(ENTRIES SUPPLIED Opens)

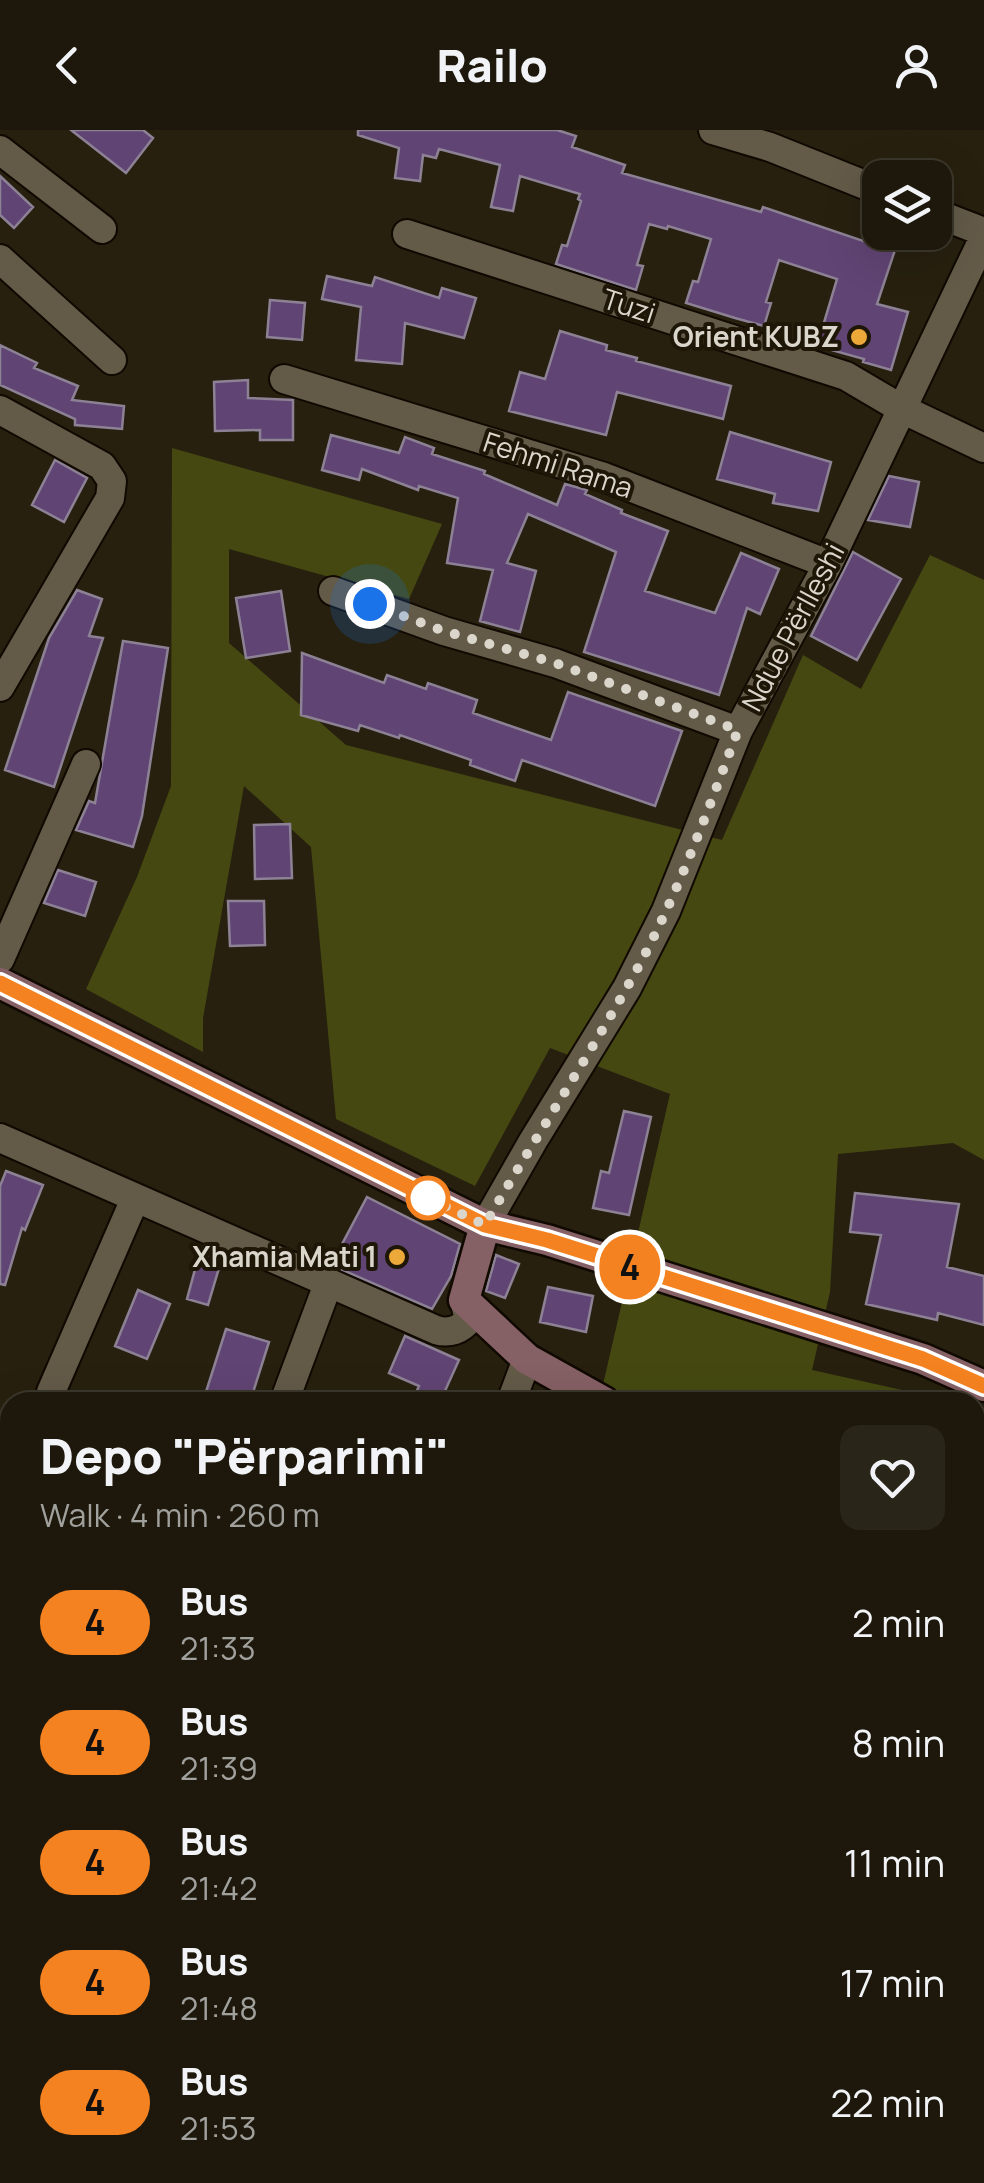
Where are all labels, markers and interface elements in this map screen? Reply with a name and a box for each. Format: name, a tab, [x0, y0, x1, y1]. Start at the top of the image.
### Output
text: Railo	[436, 34, 548, 96]
icon: back	[40, 38, 95, 93]
icon: person	[889, 38, 944, 93]
map controls	[862, 160, 952, 250]
button: layers	[862, 160, 952, 250]
street label: Tuzi	[598, 279, 661, 331]
place label: Orient KUBZ	[673, 317, 839, 355]
marker: Orient KUBZ	[848, 326, 870, 348]
street label: Fehmi Rama	[479, 422, 638, 506]
street label: Ndue Përlleshi	[732, 536, 852, 717]
your location	[345, 579, 395, 629]
unlabelled marker	[407, 1177, 449, 1219]
line badge: 4	[598, 1234, 662, 1300]
place label: Xhamia Mati 1	[192, 1237, 377, 1275]
text: 4	[619, 1243, 641, 1291]
marker: Xhamia Mati 1	[386, 1246, 408, 1268]
text: Depo "Përparimi"	[40, 1423, 450, 1488]
button: heart	[840, 1425, 945, 1530]
text: Walk · 4 min · 260 m	[40, 1493, 320, 1537]
text: Bus	[180, 1574, 248, 1626]
text: 2 min	[852, 1596, 945, 1648]
text: 4	[84, 1598, 106, 1646]
text: 21:33	[180, 1626, 256, 1670]
text: Bus	[180, 1694, 248, 1746]
text: 8 min	[852, 1716, 945, 1768]
text: 4	[84, 1718, 106, 1766]
text: 21:39	[180, 1746, 258, 1790]
text: Bus	[180, 1814, 248, 1866]
text: 11 min	[844, 1836, 945, 1888]
text: 4	[84, 1838, 106, 1886]
text: 21:42	[180, 1866, 257, 1910]
text: Bus	[180, 1934, 248, 1986]
text: 17 min	[840, 1956, 945, 2008]
text: 4	[84, 1958, 106, 2006]
text: 21:48	[180, 1986, 258, 2030]
text: Bus	[180, 2054, 248, 2106]
text: 22 min	[830, 2076, 945, 2128]
text: 4	[84, 2078, 106, 2126]
text: 21:53	[180, 2106, 256, 2150]

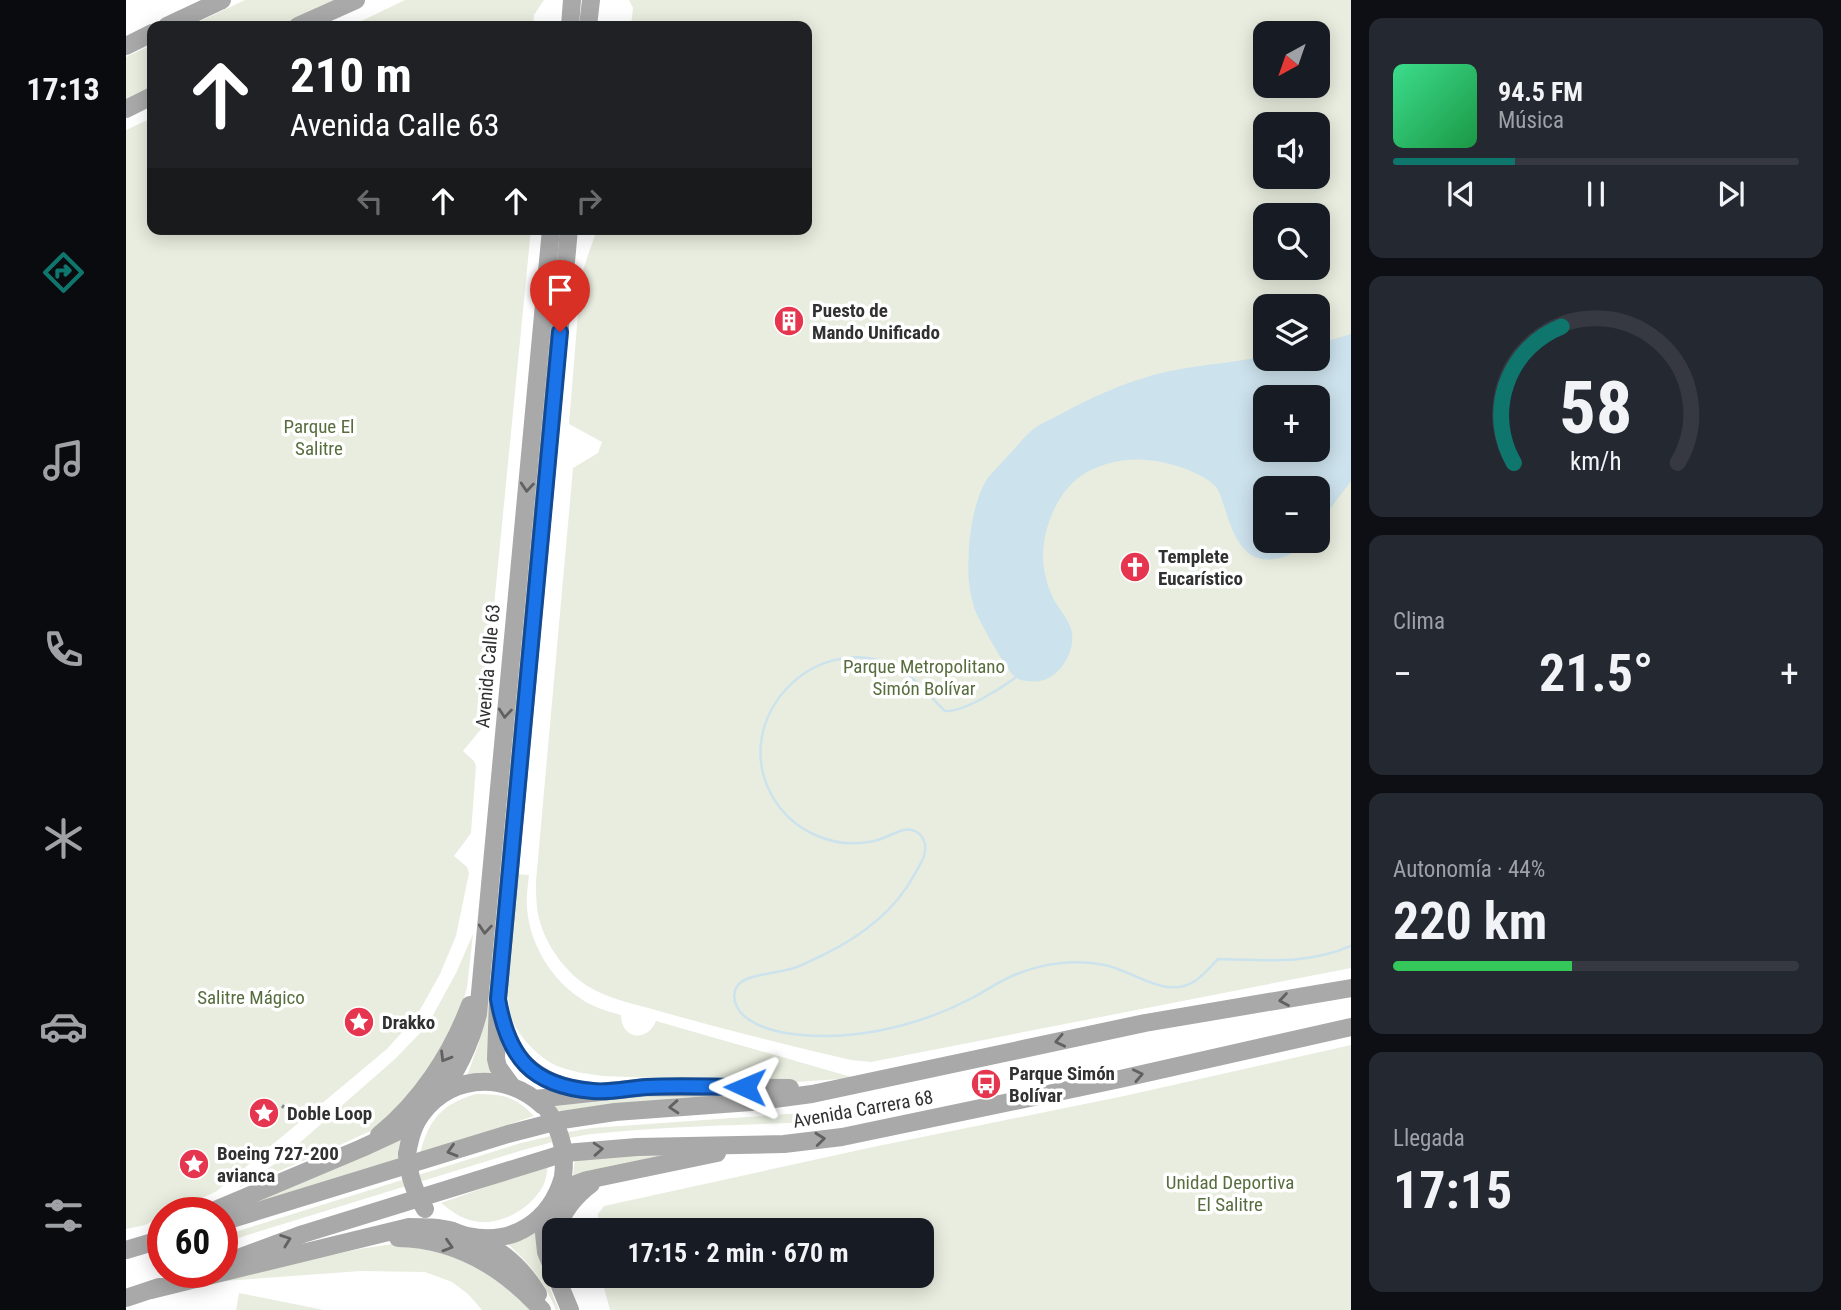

(ENTRIES SUPPLIED Closes)

_YOUR INSTRUCTIONS_
Your copy must reproduce the entries above in full, without their pictures.

_ANSWER TO THE EXERCISE_
Where are all labels, markers and interface elements in this map screen? Reply with a name and a box for each. Format: name, a tab, [x0, y0, x1, y1]. Start at the top of the image.
### Output
text: Railo	[436, 34, 548, 96]
icon: back	[40, 38, 95, 93]
icon: person	[889, 38, 944, 93]
map controls	[862, 160, 952, 250]
button: layers	[862, 160, 952, 250]
street label: Tuzi	[598, 279, 661, 331]
place label: Orient KUBZ	[673, 317, 839, 355]
marker: Orient KUBZ	[848, 326, 870, 348]
street label: Fehmi Rama	[479, 422, 638, 506]
street label: Ndue Përlleshi	[732, 536, 852, 717]
your location	[345, 579, 395, 629]
unlabelled marker	[407, 1177, 449, 1219]
line badge: 4	[598, 1234, 662, 1300]
place label: Xhamia Mati 1	[192, 1237, 377, 1275]
text: 4	[619, 1243, 641, 1291]
marker: Xhamia Mati 1	[386, 1246, 408, 1268]
text: Depo "Përparimi"	[40, 1423, 450, 1488]
button: heart	[840, 1425, 945, 1530]
text: Walk · 4 min · 260 m	[40, 1493, 320, 1537]
text: Bus	[180, 1574, 248, 1626]
text: 2 min	[852, 1596, 945, 1648]
text: 4	[84, 1598, 106, 1646]
text: 21:33	[180, 1626, 256, 1670]
text: Bus	[180, 1694, 248, 1746]
text: 8 min	[852, 1716, 945, 1768]
text: 4	[84, 1718, 106, 1766]
text: 21:39	[180, 1746, 258, 1790]
text: Bus	[180, 1814, 248, 1866]
text: 11 min	[844, 1836, 945, 1888]
text: 4	[84, 1838, 106, 1886]
text: 21:42	[180, 1866, 257, 1910]
text: Bus	[180, 1934, 248, 1986]
text: 17 min	[840, 1956, 945, 2008]
text: 4	[84, 1958, 106, 2006]
text: 21:48	[180, 1986, 258, 2030]
text: Bus	[180, 2054, 248, 2106]
text: 22 min	[830, 2076, 945, 2128]
text: 4	[84, 2078, 106, 2126]
text: 21:53	[180, 2106, 256, 2150]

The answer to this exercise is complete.